Exercise: Would you give the entries below again in full, exactly as they stand?

--- Dataset records Enclosed Below ---

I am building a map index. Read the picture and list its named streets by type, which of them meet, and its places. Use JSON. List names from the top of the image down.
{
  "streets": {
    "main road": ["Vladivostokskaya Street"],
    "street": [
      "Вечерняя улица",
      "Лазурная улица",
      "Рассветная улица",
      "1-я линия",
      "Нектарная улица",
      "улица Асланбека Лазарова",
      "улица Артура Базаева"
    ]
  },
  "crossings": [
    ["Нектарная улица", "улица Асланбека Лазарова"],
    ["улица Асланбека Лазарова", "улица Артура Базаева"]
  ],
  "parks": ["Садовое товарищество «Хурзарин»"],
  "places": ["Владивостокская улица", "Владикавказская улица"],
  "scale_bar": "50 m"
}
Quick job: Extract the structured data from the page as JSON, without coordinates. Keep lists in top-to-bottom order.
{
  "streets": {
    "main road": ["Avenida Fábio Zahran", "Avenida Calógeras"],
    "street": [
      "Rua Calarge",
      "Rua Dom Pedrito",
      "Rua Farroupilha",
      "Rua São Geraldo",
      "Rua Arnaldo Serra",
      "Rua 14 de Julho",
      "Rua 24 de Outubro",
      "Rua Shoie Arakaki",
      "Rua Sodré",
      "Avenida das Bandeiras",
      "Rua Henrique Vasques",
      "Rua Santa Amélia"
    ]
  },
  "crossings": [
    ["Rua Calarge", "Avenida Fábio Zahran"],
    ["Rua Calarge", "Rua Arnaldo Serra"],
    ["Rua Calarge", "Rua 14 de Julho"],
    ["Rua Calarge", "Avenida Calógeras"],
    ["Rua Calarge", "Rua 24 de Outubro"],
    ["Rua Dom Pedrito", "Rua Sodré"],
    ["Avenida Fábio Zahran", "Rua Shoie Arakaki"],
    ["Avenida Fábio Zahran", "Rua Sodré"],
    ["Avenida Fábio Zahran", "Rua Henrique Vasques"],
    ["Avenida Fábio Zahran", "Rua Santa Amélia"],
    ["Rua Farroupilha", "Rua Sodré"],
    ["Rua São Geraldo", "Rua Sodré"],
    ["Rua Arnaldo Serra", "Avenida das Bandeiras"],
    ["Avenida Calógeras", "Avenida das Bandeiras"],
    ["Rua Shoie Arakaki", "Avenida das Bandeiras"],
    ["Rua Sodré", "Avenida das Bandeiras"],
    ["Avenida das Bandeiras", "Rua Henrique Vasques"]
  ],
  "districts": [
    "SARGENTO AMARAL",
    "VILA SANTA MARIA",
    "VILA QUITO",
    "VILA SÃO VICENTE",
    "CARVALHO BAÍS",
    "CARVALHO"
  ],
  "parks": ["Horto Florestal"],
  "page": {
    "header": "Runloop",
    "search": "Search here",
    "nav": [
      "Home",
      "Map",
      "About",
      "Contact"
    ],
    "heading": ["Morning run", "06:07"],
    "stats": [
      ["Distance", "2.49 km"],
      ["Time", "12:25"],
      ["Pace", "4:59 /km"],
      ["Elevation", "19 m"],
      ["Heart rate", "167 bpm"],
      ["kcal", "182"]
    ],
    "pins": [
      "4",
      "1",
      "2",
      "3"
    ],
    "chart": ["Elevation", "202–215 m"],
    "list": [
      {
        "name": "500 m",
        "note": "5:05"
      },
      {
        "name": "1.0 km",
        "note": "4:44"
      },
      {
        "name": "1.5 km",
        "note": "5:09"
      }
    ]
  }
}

--- End of Enclosed Dataset records ---

Task result:
I am building a map index. Read the picture and list its named streets by type, which of them meet, and its places. Use JSON. List names from the top of the image down.
{
  "streets": {
    "main road": ["Vladivostokskaya Street"],
    "street": [
      "Вечерняя улица",
      "Лазурная улица",
      "Рассветная улица",
      "1-я линия",
      "Нектарная улица",
      "улица Асланбека Лазарова",
      "улица Артура Базаева"
    ]
  },
  "crossings": [
    ["Нектарная улица", "улица Асланбека Лазарова"],
    ["улица Асланбека Лазарова", "улица Артура Базаева"]
  ],
  "parks": ["Садовое товарищество «Хурзарин»"],
  "places": ["Владивостокская улица", "Владикавказская улица"],
  "scale_bar": "50 m"
}
Quick job: Extract the structured data from the page as JSON, without coordinates. Keep lists in top-to-bottom order.
{
  "streets": {
    "main road": ["Avenida Fábio Zahran", "Avenida Calógeras"],
    "street": [
      "Rua Calarge",
      "Rua Dom Pedrito",
      "Rua Farroupilha",
      "Rua São Geraldo",
      "Rua Arnaldo Serra",
      "Rua 14 de Julho",
      "Rua 24 de Outubro",
      "Rua Shoie Arakaki",
      "Rua Sodré",
      "Avenida das Bandeiras",
      "Rua Henrique Vasques",
      "Rua Santa Amélia"
    ]
  },
  "crossings": [
    ["Rua Calarge", "Avenida Fábio Zahran"],
    ["Rua Calarge", "Rua Arnaldo Serra"],
    ["Rua Calarge", "Rua 14 de Julho"],
    ["Rua Calarge", "Avenida Calógeras"],
    ["Rua Calarge", "Rua 24 de Outubro"],
    ["Rua Dom Pedrito", "Rua Sodré"],
    ["Avenida Fábio Zahran", "Rua Shoie Arakaki"],
    ["Avenida Fábio Zahran", "Rua Sodré"],
    ["Avenida Fábio Zahran", "Rua Henrique Vasques"],
    ["Avenida Fábio Zahran", "Rua Santa Amélia"],
    ["Rua Farroupilha", "Rua Sodré"],
    ["Rua São Geraldo", "Rua Sodré"],
    ["Rua Arnaldo Serra", "Avenida das Bandeiras"],
    ["Avenida Calógeras", "Avenida das Bandeiras"],
    ["Rua Shoie Arakaki", "Avenida das Bandeiras"],
    ["Rua Sodré", "Avenida das Bandeiras"],
    ["Avenida das Bandeiras", "Rua Henrique Vasques"]
  ],
  "districts": [
    "SARGENTO AMARAL",
    "VILA SANTA MARIA",
    "VILA QUITO",
    "VILA SÃO VICENTE",
    "CARVALHO BAÍS",
    "CARVALHO"
  ],
  "parks": ["Horto Florestal"],
  "page": {
    "header": "Runloop",
    "search": "Search here",
    "nav": [
      "Home",
      "Map",
      "About",
      "Contact"
    ],
    "heading": ["Morning run", "06:07"],
    "stats": [
      ["Distance", "2.49 km"],
      ["Time", "12:25"],
      ["Pace", "4:59 /km"],
      ["Elevation", "19 m"],
      ["Heart rate", "167 bpm"],
      ["kcal", "182"]
    ],
    "pins": [
      "4",
      "1",
      "2",
      "3"
    ],
    "chart": ["Elevation", "202–215 m"],
    "list": [
      {
        "name": "500 m",
        "note": "5:05"
      },
      {
        "name": "1.0 km",
        "note": "4:44"
      },
      {
        "name": "1.5 km",
        "note": "5:09"
      }
    ]
  }
}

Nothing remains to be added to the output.